## ABOUT THIS EXERCISE
Ignore the pictures in the data below and set down exactly the lines from its first line through the line containing "position:absolute; left:18px; top:964px;".

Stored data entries
::::::::::
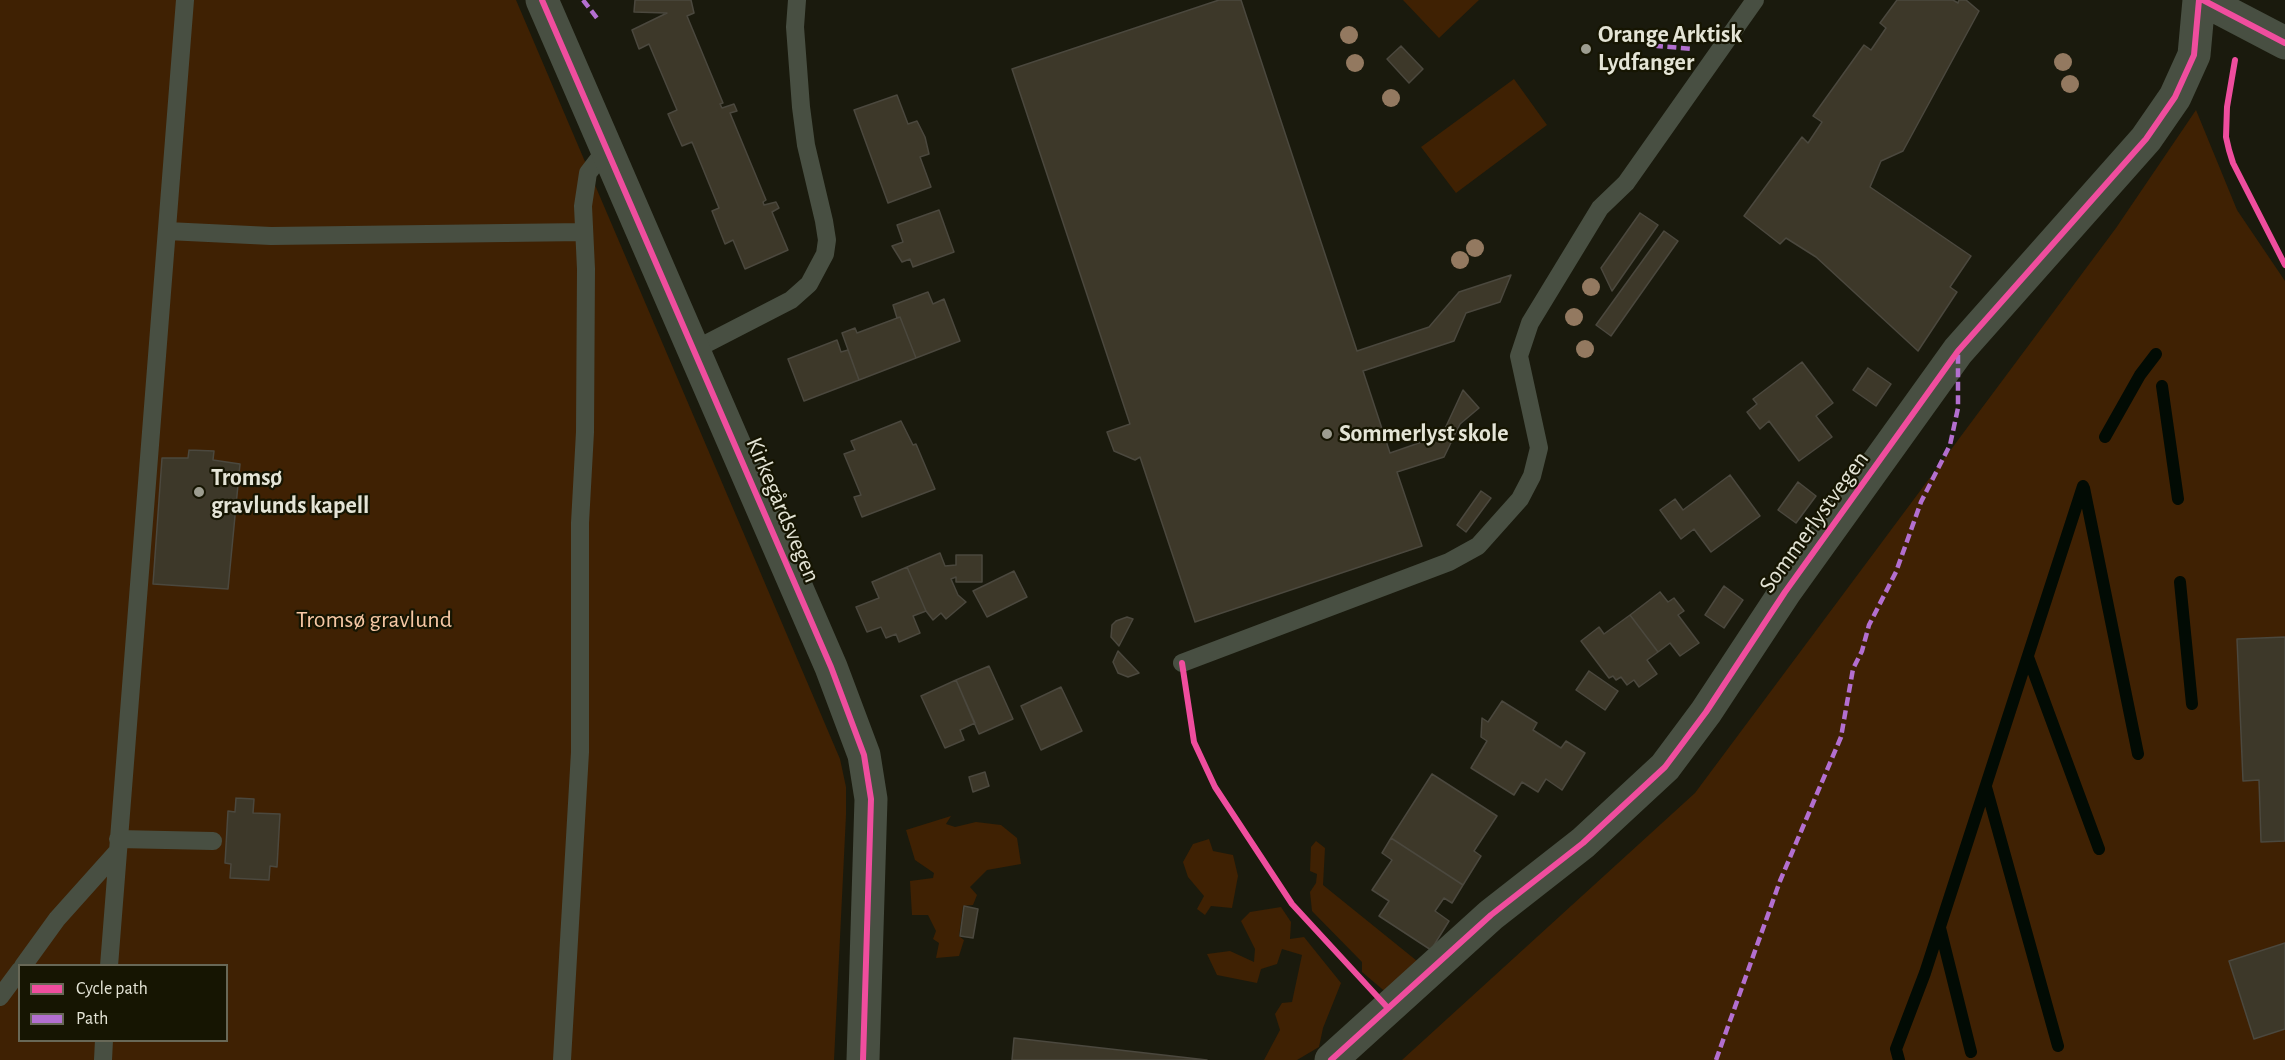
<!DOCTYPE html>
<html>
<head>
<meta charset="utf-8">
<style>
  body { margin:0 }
  #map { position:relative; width:2285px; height:1060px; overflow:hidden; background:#1a1a0d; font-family:"Alegreya Sans",sans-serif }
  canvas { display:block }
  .legend { position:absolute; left:18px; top:964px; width:210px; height:78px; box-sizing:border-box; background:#161502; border:2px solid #686857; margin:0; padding:8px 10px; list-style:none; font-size:18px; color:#e4e4d6 }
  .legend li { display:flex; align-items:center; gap:12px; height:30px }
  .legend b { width:30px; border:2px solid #686857 }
</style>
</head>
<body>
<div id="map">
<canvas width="2285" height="1060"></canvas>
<ul class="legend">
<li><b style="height:8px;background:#ef4d9e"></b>Cycle path</li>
<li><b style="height:8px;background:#b36fd0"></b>Path</li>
</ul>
</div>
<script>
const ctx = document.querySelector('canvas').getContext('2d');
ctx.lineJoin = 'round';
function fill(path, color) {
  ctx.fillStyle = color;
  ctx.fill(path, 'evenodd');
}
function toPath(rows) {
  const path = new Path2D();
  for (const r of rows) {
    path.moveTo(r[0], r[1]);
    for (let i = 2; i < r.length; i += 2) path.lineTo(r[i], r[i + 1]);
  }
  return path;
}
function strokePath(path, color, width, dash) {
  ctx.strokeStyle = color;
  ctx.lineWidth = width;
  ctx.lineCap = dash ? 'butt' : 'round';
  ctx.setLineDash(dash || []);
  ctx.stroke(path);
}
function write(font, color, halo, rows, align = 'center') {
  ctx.font = font + ' "Alegreya Sans",sans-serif';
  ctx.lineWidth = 4.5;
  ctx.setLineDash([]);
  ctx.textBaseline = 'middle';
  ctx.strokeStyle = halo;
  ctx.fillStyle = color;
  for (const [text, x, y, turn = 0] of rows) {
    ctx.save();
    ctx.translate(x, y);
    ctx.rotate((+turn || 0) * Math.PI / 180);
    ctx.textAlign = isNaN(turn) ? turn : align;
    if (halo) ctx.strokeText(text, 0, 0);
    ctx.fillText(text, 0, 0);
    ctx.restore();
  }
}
const green = toPath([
  [0,0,516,0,840,759,846,787,846,815,834,1060,0,1060],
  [20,966,226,966,226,1040,20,1040],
  [1403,0,1479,0,1439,38],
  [1514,79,1547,125,1456,193,1421,147],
  [2196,110,2237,210,2285,281,2285,1060,1402,1060,1695,793,2116,228],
  [951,816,946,824,955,827,976,822,1001,825,1017,838,1021,864,987,870,970,887,977,895,973,905,963,906,959,936,964,940,959,956,936,958,939,943,933,939,936,931,928,915,912,915,910,881,933,878,934,873,915,860,906,830],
  [1209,839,1213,851,1233,855,1238,876,1232,908,1211,906,1205,915,1197,909,1204,896,1188,877,1183,862,1193,844],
  [1316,841,1325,848,1323,885,1422,965,1388,994,1362,972,1362,962,1312,911,1310,892,1316,883,1317,874,1310,871,1311,847],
  [1281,907,1291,922,1290,939,1304,937,1341,983,1323,1028,1319,1047,1297,1060,1264,1060,1280,1030,1275,1014,1282,1003,1292,1002,1302,955,1282,949,1277,964,1261,969,1257,983,1217,975,1207,954,1230,951,1254,962,1255,949,1241,921,1250,912]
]);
const stream = toPath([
  [2162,386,2178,499],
  [2105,437,2140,375,2156,354],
  [2084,488,2138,754],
  [2180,582,2192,704],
  [2028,657,2099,849],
  [1986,787,2058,1046],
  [1940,928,1971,1052],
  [1899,1060,1896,1049,1925,973,2083,486]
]);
const building = toPath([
  [635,0,691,0,694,13,687,16,723,103,720,104,722,108,734,104,737,111,730,113,766,200,763,202,764,205,776,202,779,208,772,212,788,250,745,269,733,240,725,244,712,211,719,208,692,142,682,146,668,114,677,110,649,44,639,49,632,30,667,13,634,12,635,0],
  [1219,0,1241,0,1357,351,1429,327,1459,292,1511,275,1500,302,1466,313,1454,341,1363,371,1390,453,1442,435,1463,390,1479,408,1460,424,1444,457,1397,472,1422,546,1195,622,1140,457,1135,460,1114,451,1107,432,1130,424,1012,69,1219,0],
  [1897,0,1953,0,1958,3,1959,0,1966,0,1979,11,1903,151,1881,161,1870,187,1971,256,1950,287,1957,292,1918,351,1816,257,1786,238,1780,244,1744,216,1802,137,1808,143,1822,122,1813,116,1864,45,1871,50,1886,28,1880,23,1897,0],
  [1401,46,1423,69,1409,83,1387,59,1401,46],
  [897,95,908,124,917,121,925,137,929,154,920,157,931,187,888,203,854,110,897,95],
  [939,210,954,252,913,267,910,259,902,262,892,246,903,242,897,225,939,210],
  [1640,213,1658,225,1612,291,1601,268,1640,213],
  [1664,231,1678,241,1611,336,1596,325,1664,231],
  [928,292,933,304,944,299,960,341,916,358,900,317,897,318,893,305,928,292],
  [900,317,916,358,859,380,842,333,855,328,857,333,900,317],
  [837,340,841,352,848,350,859,380,804,401,788,359,837,340],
  [1802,362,1833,403,1816,416,1832,437,1799,461,1769,421,1760,429,1747,412,1757,404,1753,399,1802,362],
  [1868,368,1891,384,1876,406,1853,390,1868,368],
  [901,421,913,445,916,444,935,489,862,517,854,497,861,495,844,454,855,450,851,441,901,421],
  [189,450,214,451,213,460,240,464,228,589,153,584,162,458,188,458,189,450],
  [1730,475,1760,516,1711,552,1694,529,1681,539,1660,510,1675,499,1683,510,1730,475],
  [1798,482,1816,496,1796,523,1778,510,1798,482],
  [1481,491,1491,498,1466,532,1457,525,1481,491],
  [940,553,945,566,956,565,956,555,982,555,982,582,956,582,956,577,951,579,958,595,966,602,946,619,941,613,933,620,926,611,907,567,940,553],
  [907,567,926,611,913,616,920,633,899,642,896,634,886,638,881,627,867,632,856,607,879,598,872,582,907,567],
  [1014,571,1027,597,987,617,973,591,1014,571],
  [1724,586,1743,600,1724,628,1705,615,1724,586],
  [1660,592,1668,602,1674,598,1684,611,1678,615,1699,643,1680,656,1670,643,1658,652,1630,615,1660,592],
  [1630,615,1658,652,1647,660,1657,674,1639,687,1634,680,1627,685,1621,677,1616,680,1613,676,1609,678,1581,641,1599,627,1604,634,1630,615],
  [1127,617,1133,619,1119,646,1111,637,1112,625,1116,621,1127,617],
  [2285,637,2285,841,2261,842,2259,780,2243,781,2237,639,2285,637],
  [1118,651,1139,673,1128,677,1118,673,1113,662,1118,651],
  [989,666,1013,719,979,734,956,680,989,666],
  [1589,671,1618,691,1605,710,1576,690,1589,671],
  [956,680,975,723,960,730,964,740,945,748,921,696,956,680],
  [1061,687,1082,731,1041,750,1021,706,1061,687],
  [1502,701,1537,723,1533,730,1561,748,1566,741,1585,753,1562,790,1546,779,1538,792,1522,782,1514,795,1471,768,1487,741,1481,737,1482,718,1488,722,1502,701],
  [985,772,989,786,973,792,969,777,985,772],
  [1432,774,1497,816,1474,851,1481,856,1463,885,1391,838,1432,774],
  [236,798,254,799,253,813,280,814,277,867,270,866,269,880,230,878,231,864,225,863,228,811,235,812,236,798],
  [1391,838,1463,885,1452,903,1444,898,1435,911,1449,921,1431,950,1379,916,1389,901,1372,890,1392,860,1382,853,1391,838],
  [964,906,978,909,973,938,960,936,964,906],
  [2285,943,2285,1029,2254,1039,2229,961,2285,943],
  [1014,1038,1207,1060,1012,1060,1014,1038]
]);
const service = toPath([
  [167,231,271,236,584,232],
  [694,350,791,300,809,284,825,254,827,240,824,221,806,145,801,107,795,27,797,0],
  [1182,663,1449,562,1478,546,1520,499,1532,476,1539,448,1519,356,1530,323,1600,208,1626,183,1755,0],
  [118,839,213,841],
  [23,966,57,919,117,852],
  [109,966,185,0],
  [0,997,20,970],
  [103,1060,104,1040],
  [562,1060,580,752,580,523,585,432,586,269,583,206,588,173,607,148]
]);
const minor = toPath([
  [2203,0,2285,43],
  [1331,1060,1491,915,1583,843,1665,767,1706,712,1785,592,1958,351,2146,139,2175,97,2194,55,2199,0]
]);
const tertiary = toPath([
  [542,0,831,667,864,755,871,799,863,1060]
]);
const quiet = toPath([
  [583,0,597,18],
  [1629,35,1657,46,1693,49],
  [1716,1060,1780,881,1841,737,1853,669,1862,651,1869,625,1896,572,1921,502,1950,445,1958,408,1958,351]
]);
const cycleway = toPath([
  [542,0,831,667,864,755,871,799,863,1060],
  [2203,0,2285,43],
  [2235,60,2227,107,2226,137,2229,150,2233,163,2285,265],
  [1182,663,1194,742,1215,787,1292,904,1387,1007],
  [1331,1060,1491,915,1583,843,1665,767,1706,712,1785,592,1958,351,2146,139,2175,97,2194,55,2199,0]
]);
const trees = [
  [1349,35],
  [2063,62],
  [1355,63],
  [2070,84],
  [1391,98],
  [1475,248],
  [1460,260],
  [1591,287],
  [1574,317],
  [1585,349]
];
const markers = [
  [1586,49,6,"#9d9d90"],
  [1327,434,6,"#9d9d90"],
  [199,492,6,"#9d9d90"]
];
const poiNames = [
  ["Orange Arktisk",1598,35],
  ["Lydfanger",1598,63],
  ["Sommerlyst skole",1339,434],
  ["Tromsø",211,478],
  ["gravlunds kapell",211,506]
];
const streetNames = [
  ["Kirkegårdsvegen",783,510,67],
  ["Sommerlystvegen",1814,522,-54]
];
const parkNames = [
  ["Tromsø gravlund",374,620]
];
fill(green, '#3f2103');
strokePath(stream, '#020b04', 12);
fill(building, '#3d3829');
strokePath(building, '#4b483e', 1.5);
strokePath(service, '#484f42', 18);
strokePath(minor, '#484f42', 33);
strokePath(tertiary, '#484f42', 33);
strokePath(quiet, '#b36fd0', 4.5, [9, 4.5]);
strokePath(cycleway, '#ef4d9e', 6);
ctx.fillStyle = '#937960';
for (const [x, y] of trees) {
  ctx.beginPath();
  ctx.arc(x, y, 9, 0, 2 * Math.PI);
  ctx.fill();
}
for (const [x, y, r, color] of markers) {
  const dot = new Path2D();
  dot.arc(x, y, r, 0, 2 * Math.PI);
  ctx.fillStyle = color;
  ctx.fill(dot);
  strokePath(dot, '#161502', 2);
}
write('bold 24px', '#e4e4d6', '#161502', poiNames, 'left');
write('24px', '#e4e4d6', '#161502', streetNames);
write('24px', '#f6c7a4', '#161502', parkNames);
</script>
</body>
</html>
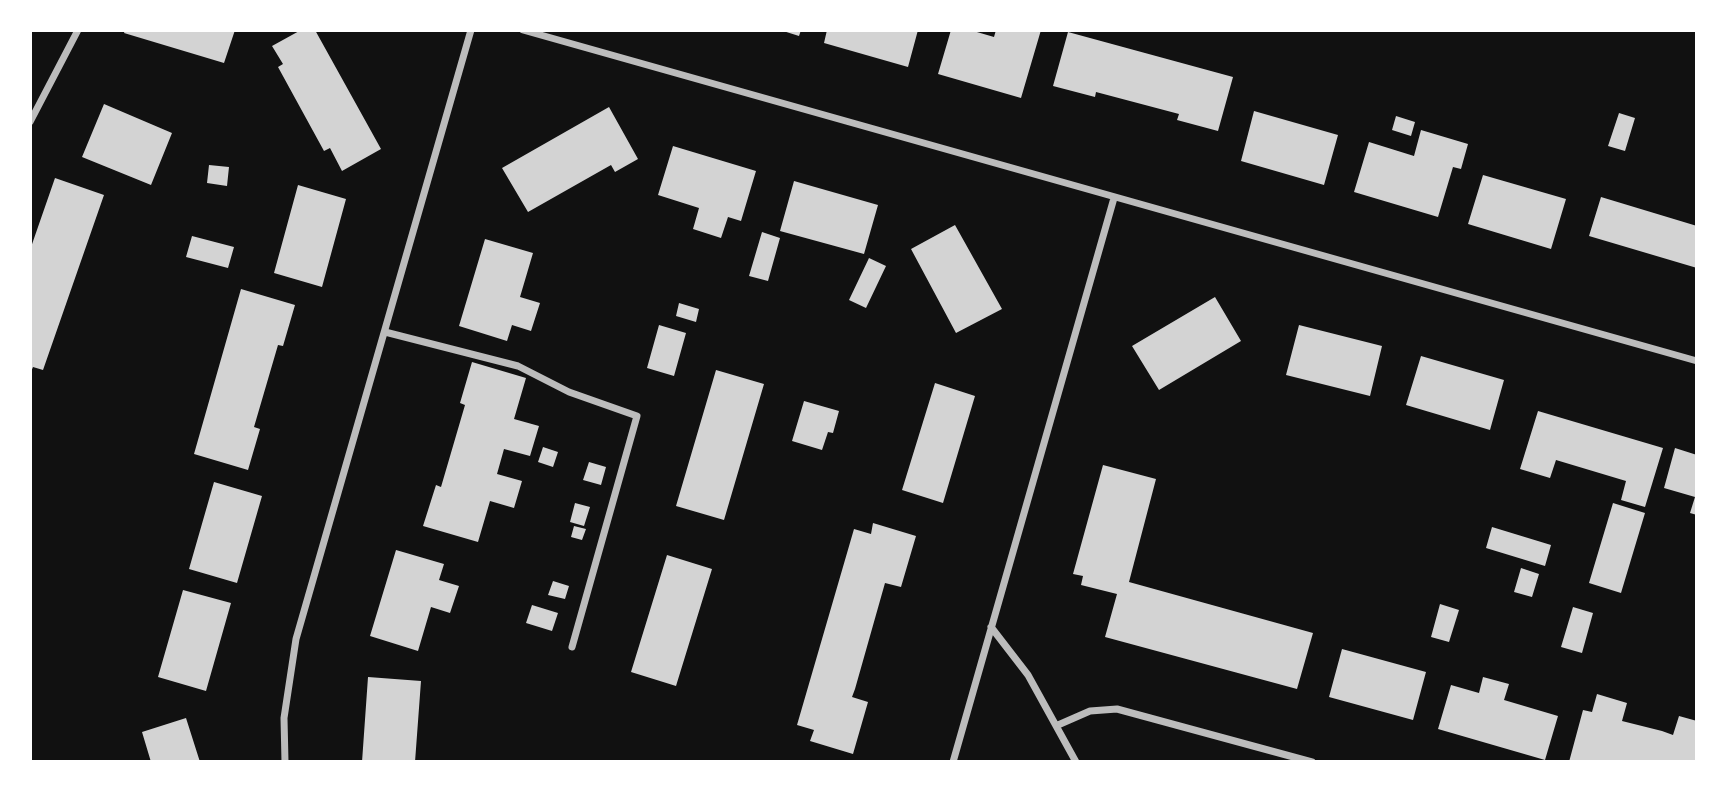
<!DOCTYPE html>
<html>
<head>
<meta charset="utf-8">
<style>
	body { margin:0 }
	#map { position:relative; width:1727px; height:792px; overflow:hidden; background:#111; font-family:Roboto,sans-serif }
	canvas { display:block }
	.frame { position:absolute; inset:0; border:32px solid #fff; pointer-events:none }
</style>
</head>
<body>
<div id="map">
<canvas width="1727" height="792"></canvas>
<div class="frame"></div>
</div>
<script>
const c = document.querySelector('canvas').getContext('2d');
c.lineJoin = 'round';
function fill(path, color) { c.fillStyle = color; c.fill(path, 'evenodd'); }
const poly = rows => new Path2D(rows.map(r => 'M' + r).join(''));
function stroke(path, color, width, dash) { c.strokeStyle = color; c.lineWidth = width; c.lineCap = dash ? 'butt' : 'round'; c.setLineDash(dash || []); c.stroke(path); }
const building = poly([
	[125,30,235,30,224,63,124,33],
	[301,30,315,30,381,149,342,171,330,148,324,151,278,67,283,64,272,46],
	[780,30,801,30,799,36],
	[827,30,918,30,908,67,824,43],
	[951,30,970,30,994,37,996,30,1041,30,1021,98,938,74],
	[1068,32,1233,77,1218,131,1177,120,1179,114,1096,92,1095,97,1053,86],
	[104,104,172,133,151,185,82,157],
	[609,107,638,159,615,172,611,165,528,212,502,168],
	[1254,111,1338,135,1324,185,1241,161],
	[1619,113,1635,118,1625,151,1608,146],
	[1396,116,1415,122,1411,136,1392,130],
	[1421,130,1468,144,1461,169,1453,167,1438,217,1354,192,1369,142,1414,156],
	[673,146,756,171,741,221,728,217,721,238,693,229,699,208,658,195],
	[209,165,229,167,227,186,207,183],
	[1483,175,1566,199,1551,249,1468,224],
	[55,178,104,195,43,370,33,367,30,374,30,250],
	[794,181,878,205,864,254,780,231],
	[298,185,346,199,322,287,274,273],
	[1601,197,1697,226,1697,268,1589,236],
	[955,225,1002,309,956,333,911,249],
	[762,232,780,238,768,281,749,276],
	[192,236,234,247,228,268,186,257],
	[485,239,533,253,520,297,540,303,531,331,512,325,507,341,459,326],
	[869,258,886,266,866,308,849,300],
	[241,289,295,305,283,346,278,345,254,427,260,429,248,470,194,454],
	[1215,297,1241,341,1159,390,1132,346],
	[679,303,699,309,696,322,676,316],
	[659,325,686,333,674,376,647,368],
	[1299,325,1382,346,1370,396,1286,375],
	[1421,356,1504,380,1490,430,1406,405],
	[472,362,526,378,514,419,539,426,530,456,504,449,497,474,522,481,514,508,490,501,478,542,423,526,436,485,441,487,465,405,460,403],
	[716,370,764,384,724,520,676,506],
	[935,383,975,396,943,503,902,490],
	[804,401,839,411,833,433,828,432,822,450,792,441],
	[1538,411,1663,448,1645,507,1621,500,1626,481,1556,460,1550,478,1520,469],
	[543,447,558,452,553,467,538,462],
	[1675,448,1697,455,1697,515,1690,513,1695,497,1664,488],
	[589,462,606,467,601,485,583,480],
	[1103,465,1156,479,1129,582,1313,633,1297,689,1105,637,1117,594,1081,585,1083,576,1073,574],
	[214,482,262,496,237,583,189,569],
	[575,503,590,507,584,526,570,522],
	[1613,503,1645,513,1621,593,1589,583],
	[873,523,916,536,901,587,885,583,855,689,852,697,868,702,853,754,810,741,814,730,797,725,854,529,871,534],
	[574,526,586,529,582,540,571,537],
	[1492,527,1551,545,1545,566,1486,548],
	[396,550,444,564,439,580,459,586,450,613,431,607,418,651,370,636],
	[667,555,712,569,676,686,631,672],
	[1521,568,1539,574,1532,597,1514,592],
	[553,581,569,586,565,599,548,595],
	[183,590,231,603,206,691,158,677],
	[1440,604,1459,610,1449,642,1431,637],
	[532,605,558,613,552,631,526,623],
	[1573,607,1593,613,1582,653,1561,647],
	[1342,649,1426,672,1413,720,1329,697],
	[368,677,421,681,415,762,362,762],
	[1483,677,1509,684,1504,700,1558,716,1545,760,1438,729,1451,685,1479,693],
	[1597,694,1627,703,1622,721,1662,731,1673,735,1679,716,1697,721,1697,762,1569,762,1583,710,1592,712],
	[186,718,200,762,151,762,142,732]
]);
const minor = poly([
	[523,30,1697,361],
	[30,122,78,30],
	[385,332,518,366,569,392,637,416,572,647],
	[991,627,1028,675,1076,762],
	[1058,725,1090,711,1117,709,1312,762],
	[285,762,284,718,296,639,471,30],
	[953,762,1114,198]
]);
fill(building, '#d3d3d3');
stroke(minor, '#bcbcbc', 7);
</script>
</body>
</html>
::::::::::
## SOLUTION TO THE PROBLEM
<!DOCTYPE html>
<html>
<head>
<meta charset="utf-8">
<style>
  body { margin:0 }
  #map { position:relative; width:2285px; height:1060px; overflow:hidden; background:#1a1a0d; font-family:"Alegreya Sans",sans-serif }
  canvas { display:block }
  .legend { position:absolute; left:18px; top:964px; width:210px; height:78px; box-sizing:border-box; background:#161502; border:2px solid #686857; margin:0; padding:8px 10px; list-style:none; font-size:18px; color:#e4e4d6 }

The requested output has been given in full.